Nicolas POUSSIN, Les Bergers d’Arcadie, ou Et in Arcadia Ego, vers 1638-1640, huile sur toile, 85 x 121 cm, Musée du Louvre, Paris https://collections.louvre.fr/ark:/53355/cl010062528


Sculpture : François Girardon (1628-1715)

La sculpture recherche aussi les formes parfaites et s’inspire des œuvres antiques. François Girardon (1628-1715), sculpteur du roi, va décorer les jardins de Versailles de statues monumentales. Dans une grotte du parc, il place ce groupe d’Apollon servi par les Nymphes. Louis XIV est toujours associé à ce dieu. Ici, il se relaxe comme le roi dans ses jardins, après une journée de travail.
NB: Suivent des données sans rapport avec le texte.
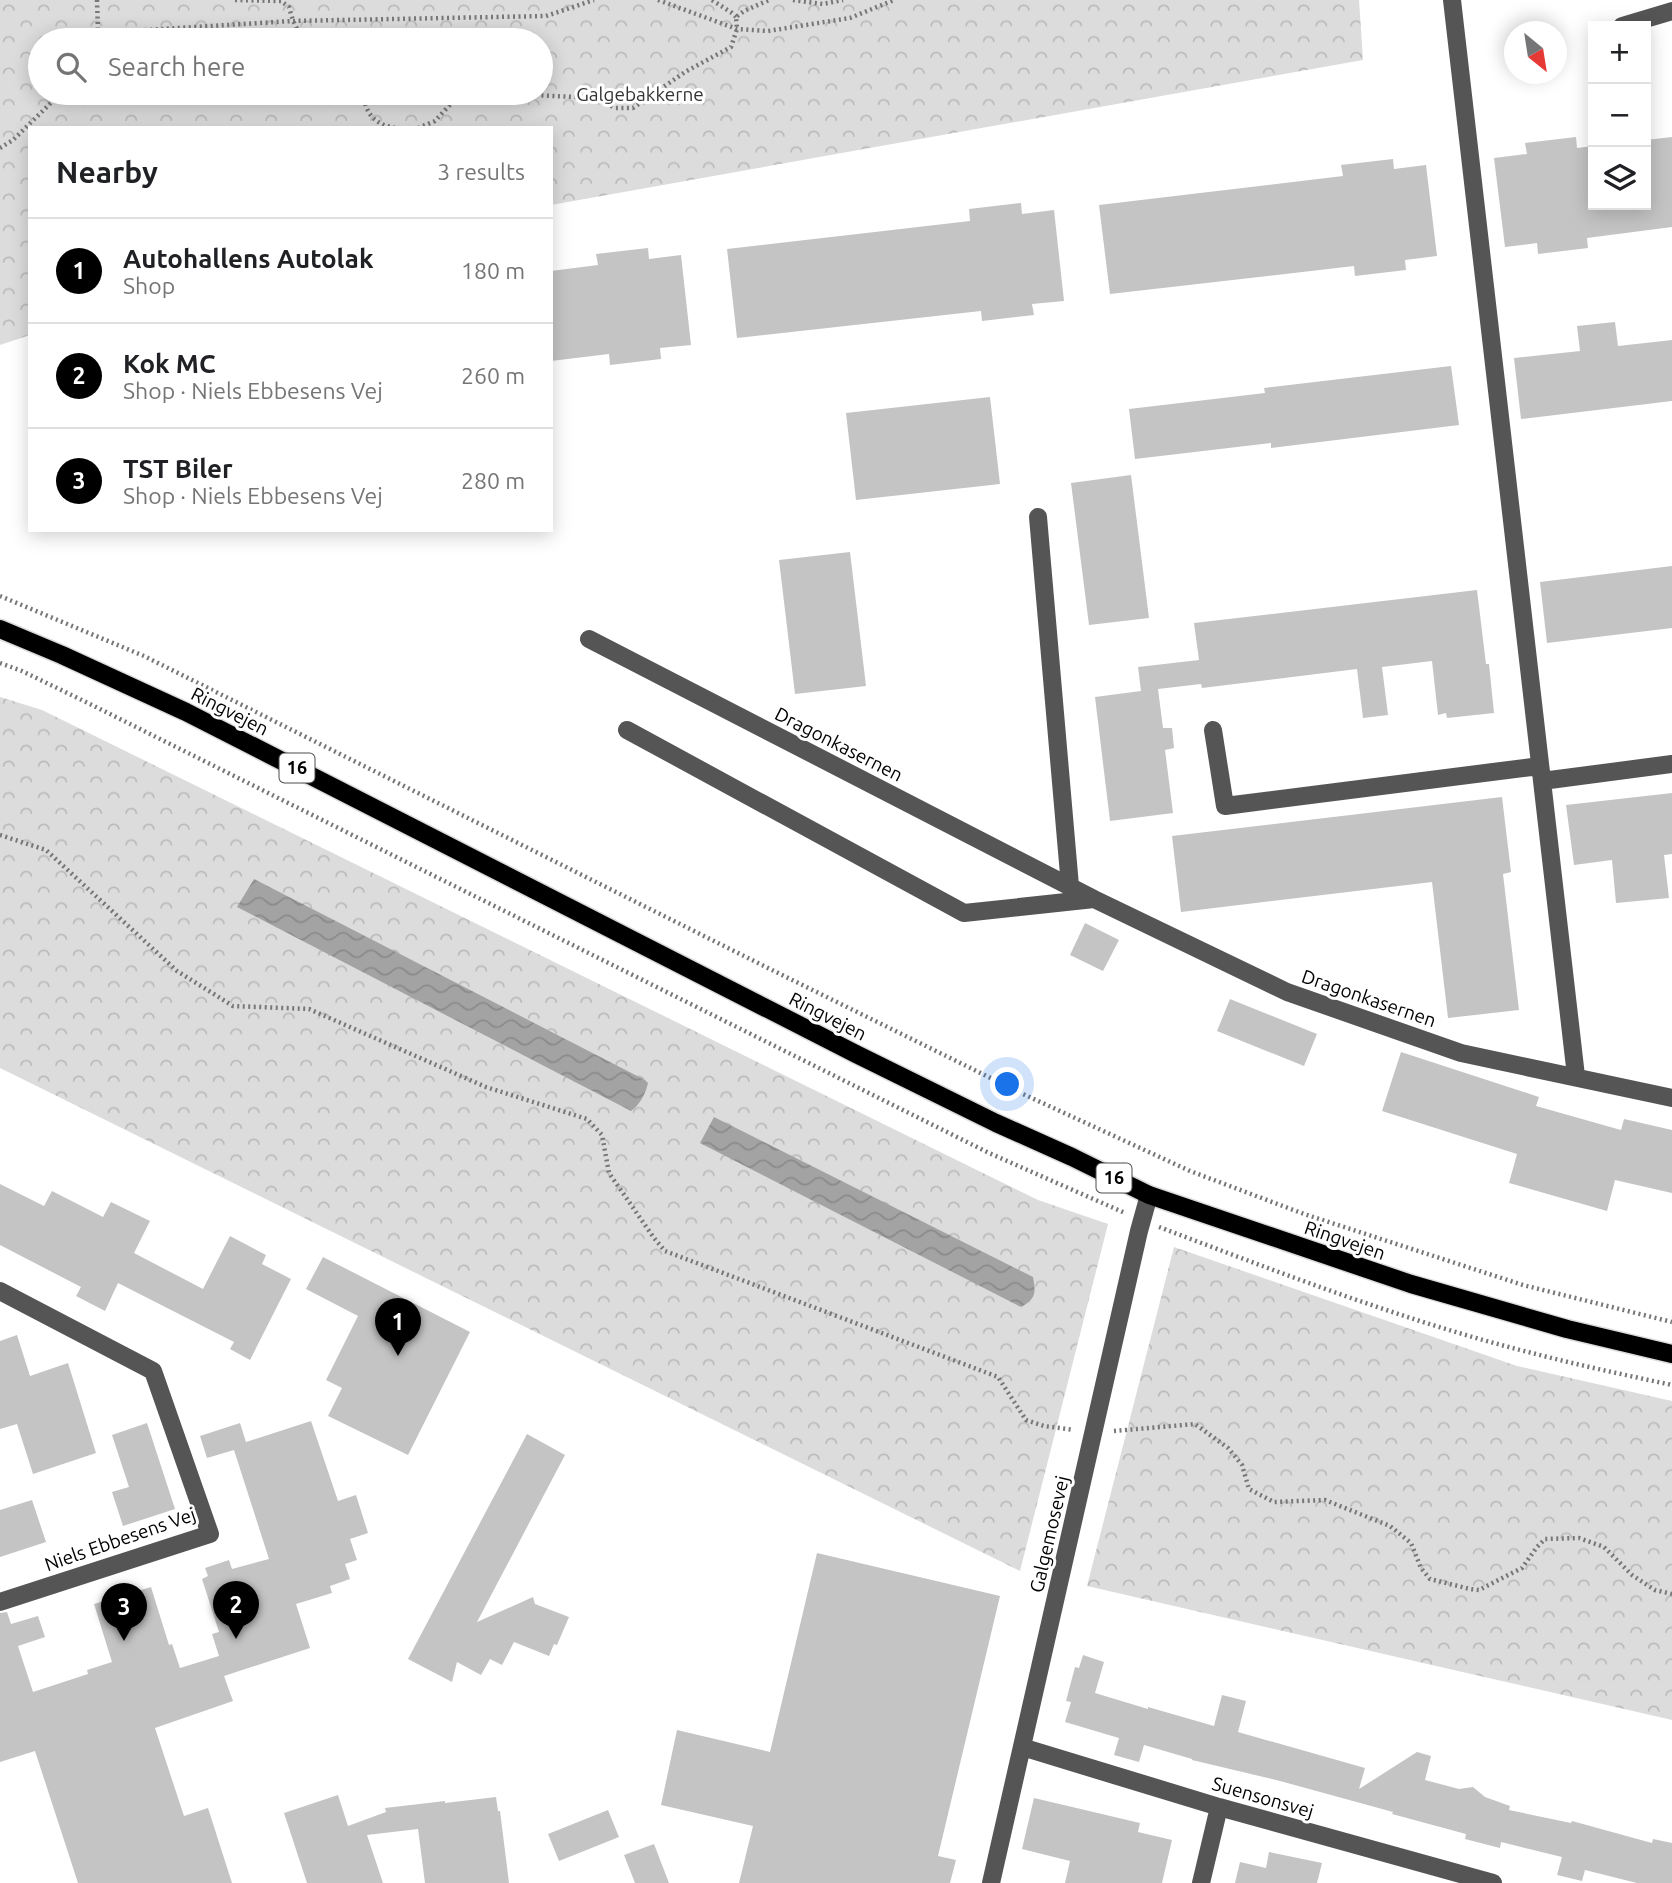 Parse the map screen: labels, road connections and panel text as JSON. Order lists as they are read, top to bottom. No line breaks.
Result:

https://www.chateauversailles.fr/ressources-pedagogiques/jardins-environnement/statuaire-mythologie/apollon-servi-les-nymphes


Architecture : Claude Perrault (1613-1688)

L’œuvre architecturale la plus caractéristique de cette période est la colonnade du Louvre. Elle est conçue par un comité d’artistes dirigé par Claude Perrault (1613-1688). Droite et imposante, elle symbolise la rigueur classique. Elle est très différente du projet du Bernin.

Projet pour une réalisation entre 1667 et 1670 
aile Sully
Collectif d’artistes (dont Claude Perrault, Louis Le Vau et Charles Le Brun), La Colonnade du Louvre, 1667-1702, Paris

Le Bernin, Projet pour le Louvre. Élévation pour la façade orientale du Louvre (premier projet), 1664, plume et encre brune, 41 x 67 cm, musée du Louvre, Paris https://collections.louvre.fr/en/ark:/53355/cl020609648

Oppositions Baroque # Classique

Oppositions théorisées dans l’ouvrage d’Heinrich Wölfflin, Principes fondamentaux de l’histoire de l’art : Le problème de l’évolution du style dans l’art moderne, 1929, Editeur : Pocket, Collection : Agora, réédition 2015

Wöllflin regroupe en cinq catégories les mutations apparues au cours du XVIIème. Le baroque, par rapport au classique, privilégie :

  • le Pictural sur le Linéaire
  • la Profondeur sur la superposition des plans
  • la Forme ouverte, courbe sur la Forme fermée, droite
  • la Multiplicité sur l’Unité
  • l’Obscurité sur la Clarté, la Rigueur.